Nia Vardos obejrzała pogrzeb swojego ojca dzięki transmisji
Z powodu pandemii koronawirusa aktorka i scenarzystka Nia Vardalos nie mogła pojechać na pogrzeb swojego ojca.
Nia Vardalos, aktorka i scenarzystka znana z filmu "Moje wielkie greckie wesele", niedawno straciła ojca. Gus Vardalos zmarł 12 marca.

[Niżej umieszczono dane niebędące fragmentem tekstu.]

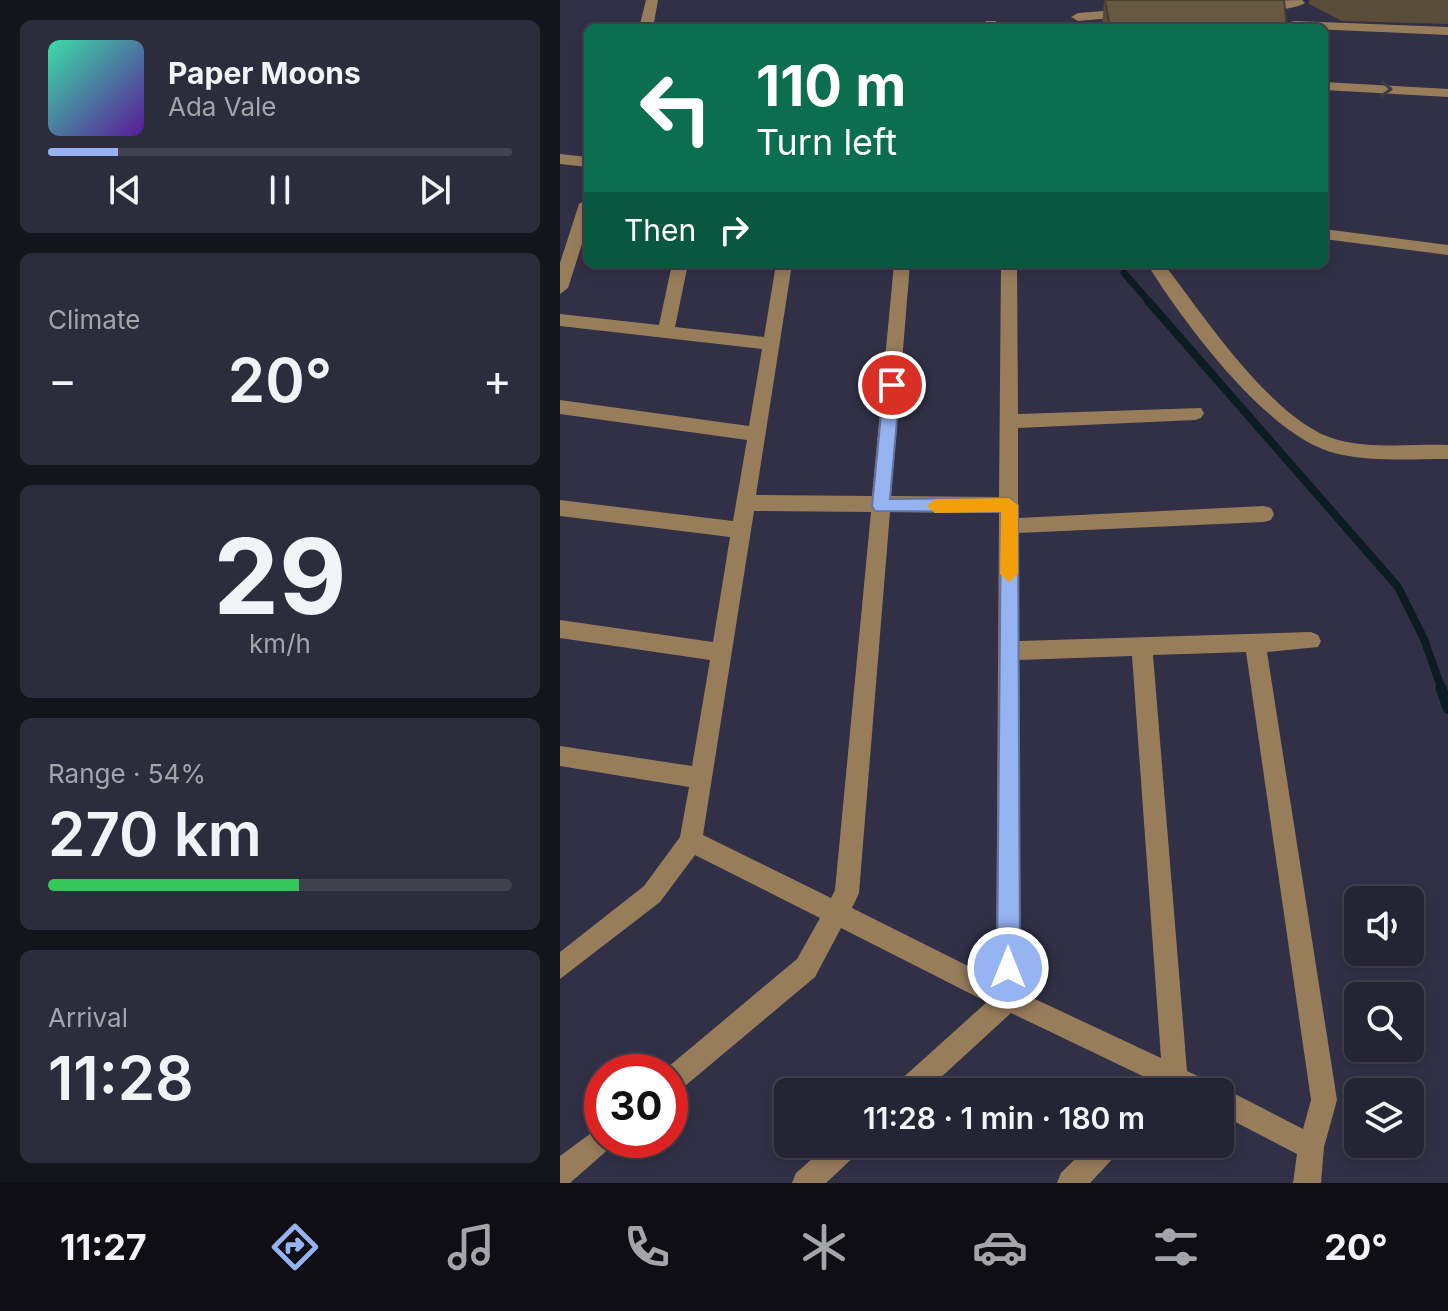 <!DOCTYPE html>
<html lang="en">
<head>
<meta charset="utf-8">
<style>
  :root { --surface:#252434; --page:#2d2c3c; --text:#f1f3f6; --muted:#a3a4ac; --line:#42414f; --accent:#95b2f1 }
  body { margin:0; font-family:Inter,sans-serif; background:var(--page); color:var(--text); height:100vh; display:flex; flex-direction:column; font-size:30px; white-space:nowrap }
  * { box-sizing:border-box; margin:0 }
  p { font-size:26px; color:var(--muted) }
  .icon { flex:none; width:44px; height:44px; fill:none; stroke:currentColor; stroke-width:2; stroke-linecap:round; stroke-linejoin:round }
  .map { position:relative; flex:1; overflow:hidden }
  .sheet { display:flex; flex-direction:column; gap:20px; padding:20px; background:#14141d; width:560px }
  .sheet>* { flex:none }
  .banner { position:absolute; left:24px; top:24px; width:744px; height:244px; border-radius:12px; box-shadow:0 4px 12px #0003,0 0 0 2px var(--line); background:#0b6e4f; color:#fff; overflow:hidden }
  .fabs { position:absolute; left:784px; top:886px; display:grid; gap:16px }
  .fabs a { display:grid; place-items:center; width:80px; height:80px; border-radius:12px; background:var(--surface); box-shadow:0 4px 12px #0003,0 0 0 2px var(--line); font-size:40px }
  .speed { position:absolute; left:24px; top:1054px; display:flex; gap:16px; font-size:40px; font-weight:700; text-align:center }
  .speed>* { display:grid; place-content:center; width:104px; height:104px; border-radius:50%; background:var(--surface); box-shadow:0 4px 12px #0003,0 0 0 2px var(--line); line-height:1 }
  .speed .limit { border:12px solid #d22; background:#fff; color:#111 }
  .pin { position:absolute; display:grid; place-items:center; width:68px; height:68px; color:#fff; margin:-34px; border:4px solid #fff; border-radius:50%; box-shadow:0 2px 8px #0007 }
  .me { position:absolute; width:88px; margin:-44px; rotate:0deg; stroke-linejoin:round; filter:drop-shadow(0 0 6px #0008) }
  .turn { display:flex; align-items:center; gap:28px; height:168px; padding:0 40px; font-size:36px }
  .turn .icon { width:104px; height:104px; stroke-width:2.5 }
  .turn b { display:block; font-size:56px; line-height:68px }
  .then { display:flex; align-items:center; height:76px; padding:0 40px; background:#0003; gap:16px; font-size:30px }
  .big { font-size:60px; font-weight:600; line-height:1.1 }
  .sheet .tile { flex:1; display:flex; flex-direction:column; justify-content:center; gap:12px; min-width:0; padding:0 28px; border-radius:12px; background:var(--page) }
  .sheet .dial { align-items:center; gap:0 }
  .dial b { font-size:104px; line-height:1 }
  .song { display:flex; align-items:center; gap:24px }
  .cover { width:96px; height:96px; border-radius:12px; background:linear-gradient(135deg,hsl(160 70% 55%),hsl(270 70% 35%)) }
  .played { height:8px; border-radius:4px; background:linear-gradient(90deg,var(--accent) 15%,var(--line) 15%) }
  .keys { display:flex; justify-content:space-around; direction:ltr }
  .heat { display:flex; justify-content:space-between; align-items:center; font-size:44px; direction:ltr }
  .charge { height:12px; border-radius:6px; background:linear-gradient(90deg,#34c759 54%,var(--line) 0) }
  .trip { position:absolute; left:214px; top:1078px; width:460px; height:80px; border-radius:12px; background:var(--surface); box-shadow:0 4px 12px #0003,0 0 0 2px var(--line); font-weight:600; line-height:80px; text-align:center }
  .tab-bar { display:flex; height:128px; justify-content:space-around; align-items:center; background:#0f0e15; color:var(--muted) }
  .tab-bar .icon { width:56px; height:56px }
  .tab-bar .current { color:var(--accent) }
  .tab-bar b { font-size:36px; color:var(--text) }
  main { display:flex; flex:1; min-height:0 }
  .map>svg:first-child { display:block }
</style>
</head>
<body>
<main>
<section class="sheet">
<div class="tile">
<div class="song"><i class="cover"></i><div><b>Paper Moons</b><p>Ada Vale</p></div></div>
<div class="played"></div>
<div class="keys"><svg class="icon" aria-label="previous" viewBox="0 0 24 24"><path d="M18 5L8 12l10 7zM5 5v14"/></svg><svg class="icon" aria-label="pause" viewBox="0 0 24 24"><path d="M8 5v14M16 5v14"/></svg><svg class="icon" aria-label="next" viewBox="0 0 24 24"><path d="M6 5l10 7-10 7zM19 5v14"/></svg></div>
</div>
<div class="tile"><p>Climate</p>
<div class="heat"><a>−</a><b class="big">20°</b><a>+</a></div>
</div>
<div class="tile dial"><b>29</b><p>km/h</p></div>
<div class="tile"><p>Range · 54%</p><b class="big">270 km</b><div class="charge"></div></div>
<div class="tile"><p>Arrival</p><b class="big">11:28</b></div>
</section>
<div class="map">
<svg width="888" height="1183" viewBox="0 0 888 1183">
  <rect width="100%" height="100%" fill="#313046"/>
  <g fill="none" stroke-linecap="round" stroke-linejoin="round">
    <path stroke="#0b1d22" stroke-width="7" d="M564,273L591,304"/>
    <path stroke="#0b1d22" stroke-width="8" d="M589,302L838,587L864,639L882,690"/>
    <path stroke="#0b1d22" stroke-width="11" d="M881,688L888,708"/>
    <g fill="#987d5b" fill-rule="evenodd">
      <path d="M86,0H98L93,28H79Z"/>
      <path d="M742,0L745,3C734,10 702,12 691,5L698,1Z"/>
      <path d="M570,9L577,13L575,16L518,21L511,17L518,13Z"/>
      <path d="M426,21H436L438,28H424Z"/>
      <path d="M735,21L888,27V35L730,28V22Z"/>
      <path d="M764,82L888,89V97L764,90Z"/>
      <path d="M0,154L28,157V167L0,164Z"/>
      <path d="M27,199L28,225L8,288L0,294V263L19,204Z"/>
      <path d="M764,229L888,245V255L764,239Z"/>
      <path d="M112,264H128L115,327L204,337L216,264H232L196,495L312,496L334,264H350L331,496L439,497L441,264H457L458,414L641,408L644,413L641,418L635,420L458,428V518L704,506L711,508L714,514L711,520L704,522L458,533L459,641L751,632L758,635L761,641L758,647L707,652L777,1100L764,1147L761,1183H733L737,1154L660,1114V1092H587L593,1081L451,1013L365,1092H333L337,1083L427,1002L281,928L255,977L119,1091L110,1095V1072H102L237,959L260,918L135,855L100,902L0,979V952L84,886L120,837L129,787L0,766V746L132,766L150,660L0,638V620L153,642L170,537L0,516V500L173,521L187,440L0,414V400L189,426L202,349L0,326V314L99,325ZM194,511L311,512L275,890L271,898L143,835ZM330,512L439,513L436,980L292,908L299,893ZM686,652L751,1100L743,1129L669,1091L656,1089L653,1083L627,1071L593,655ZM572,656L601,1058L460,992L459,660Z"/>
      <path d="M587,264H604C644,316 714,423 778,440C813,449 853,444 888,445V459C852,459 813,462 778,454C708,438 625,324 587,264Z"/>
      <path d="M42,1125V1140H54L51,1147L10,1183H0V1156Z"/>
      <path d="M269,1144H302L298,1153L266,1183H232L236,1173Z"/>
      <path d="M530,1144H562L558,1153L530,1183H497L501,1173Z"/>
    </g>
  </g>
  <g fill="#594c39">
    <path d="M544,0H724L727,28H542Z"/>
    <path d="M749,0H888V24L782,21L749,4Z"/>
  </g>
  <path fill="#675842" stroke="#483e2e" stroke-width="2" d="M545,0H724L727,28H550Z"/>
  <defs><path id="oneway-chevron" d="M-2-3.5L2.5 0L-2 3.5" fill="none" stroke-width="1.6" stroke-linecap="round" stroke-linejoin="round" transform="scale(2)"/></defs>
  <use stroke="#433c43" href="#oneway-chevron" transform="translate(826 89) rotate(3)"/>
  <path fill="#95b2f1" stroke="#61749d" stroke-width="2" d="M332,379L340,385L330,499L449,498L458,505L460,968L456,976L448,979L441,976L437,968L441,512L315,511L312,506L324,385Z"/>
  <path fill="#f59e0b" d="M449,498L458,505V574L449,582L440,574L441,512L375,513L367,506L375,499Z"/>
</svg>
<div class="fabs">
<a><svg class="icon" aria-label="sound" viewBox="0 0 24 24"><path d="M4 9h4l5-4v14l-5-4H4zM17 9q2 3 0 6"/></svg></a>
<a><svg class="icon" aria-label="search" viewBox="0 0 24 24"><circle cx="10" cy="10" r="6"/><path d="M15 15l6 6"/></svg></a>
<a><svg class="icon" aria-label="layers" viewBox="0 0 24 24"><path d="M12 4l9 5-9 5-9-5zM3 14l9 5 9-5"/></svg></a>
</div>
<div class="speed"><div class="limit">30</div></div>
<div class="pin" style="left:332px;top:385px;background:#d93025"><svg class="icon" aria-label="arrive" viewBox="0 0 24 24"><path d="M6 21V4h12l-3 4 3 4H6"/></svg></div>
<svg class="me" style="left:448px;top:968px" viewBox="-20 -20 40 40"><circle r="17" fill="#95b2f1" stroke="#fff" stroke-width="3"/><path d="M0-11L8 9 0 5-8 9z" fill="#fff"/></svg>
<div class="trip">11:28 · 1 min · 180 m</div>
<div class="banner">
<div class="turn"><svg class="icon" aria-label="left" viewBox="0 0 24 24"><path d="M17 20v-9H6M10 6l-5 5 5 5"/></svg><div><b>110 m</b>Turn left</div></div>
<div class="then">Then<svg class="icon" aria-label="right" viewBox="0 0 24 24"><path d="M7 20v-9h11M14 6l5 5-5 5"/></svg></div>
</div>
</div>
</main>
<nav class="tab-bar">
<b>11:27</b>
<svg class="icon current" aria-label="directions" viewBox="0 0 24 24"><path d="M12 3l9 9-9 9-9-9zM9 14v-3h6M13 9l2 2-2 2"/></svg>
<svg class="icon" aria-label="music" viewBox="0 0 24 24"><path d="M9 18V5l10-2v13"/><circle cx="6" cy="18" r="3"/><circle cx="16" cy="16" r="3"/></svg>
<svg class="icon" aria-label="phone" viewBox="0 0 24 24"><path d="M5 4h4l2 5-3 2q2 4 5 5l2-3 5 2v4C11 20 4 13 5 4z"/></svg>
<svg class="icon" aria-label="climate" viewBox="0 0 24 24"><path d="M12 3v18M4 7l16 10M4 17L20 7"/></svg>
<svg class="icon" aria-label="car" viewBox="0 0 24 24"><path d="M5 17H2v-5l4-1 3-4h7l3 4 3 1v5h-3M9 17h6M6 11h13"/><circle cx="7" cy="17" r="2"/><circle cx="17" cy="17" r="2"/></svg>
<svg class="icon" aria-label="filters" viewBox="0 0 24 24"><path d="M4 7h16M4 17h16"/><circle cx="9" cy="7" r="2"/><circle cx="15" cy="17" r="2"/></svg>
<b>20°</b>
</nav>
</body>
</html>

Niestety z powodu pandemii koronawirusa aktorka nie była w stanie polecieć do Kanady, by towarzyszyć ojcu w ostatnich chwilach życia.
Ale zdążyła pożegnać się z nim przez telefon. W rozmowie z "Variety" powiedziała: - Podali mu telefon i zdążyłam podziękować za wspaniałe życie oraz wyznać, że był prawdziwym dżentelmenem i cudownym ojcem. Mama wzięła go za rękę i powiedziała: "Teraz możesz odejść".
Ceremonię pogrzebową Nia Vardalos obejrzała dzięki transmisji online.
- Gdyby odszedł 14 dni temu, kiedy nie zdawaliśmy sobie sprawy z globalnego zagrożenia, wszyscy byśmy się zebrali, a to mogłoby zagrozić całemu miastu. Później wrócilibyśmy do naszych miast i społeczności i moglibyśmy coś rozprzestrzenić. Mój ojciec czekał, aż kościół oznajmi, że nie może już organizować dużych zgromadzeń. Myślę, że wiedział, że zapewnia ludziom bezpieczeństwo – powiedziała Vardalos.
"Mój tata był inspiracją dla postaci Gusa, którą stworzyłam w filmach z serii 'Moje wielkie greckie wesele'. Był z nas taki dumny i wiemy, że teraz jest w niebie, gdzie uczy greckich korzeni wszystkich słów" – napisała na Instagramie.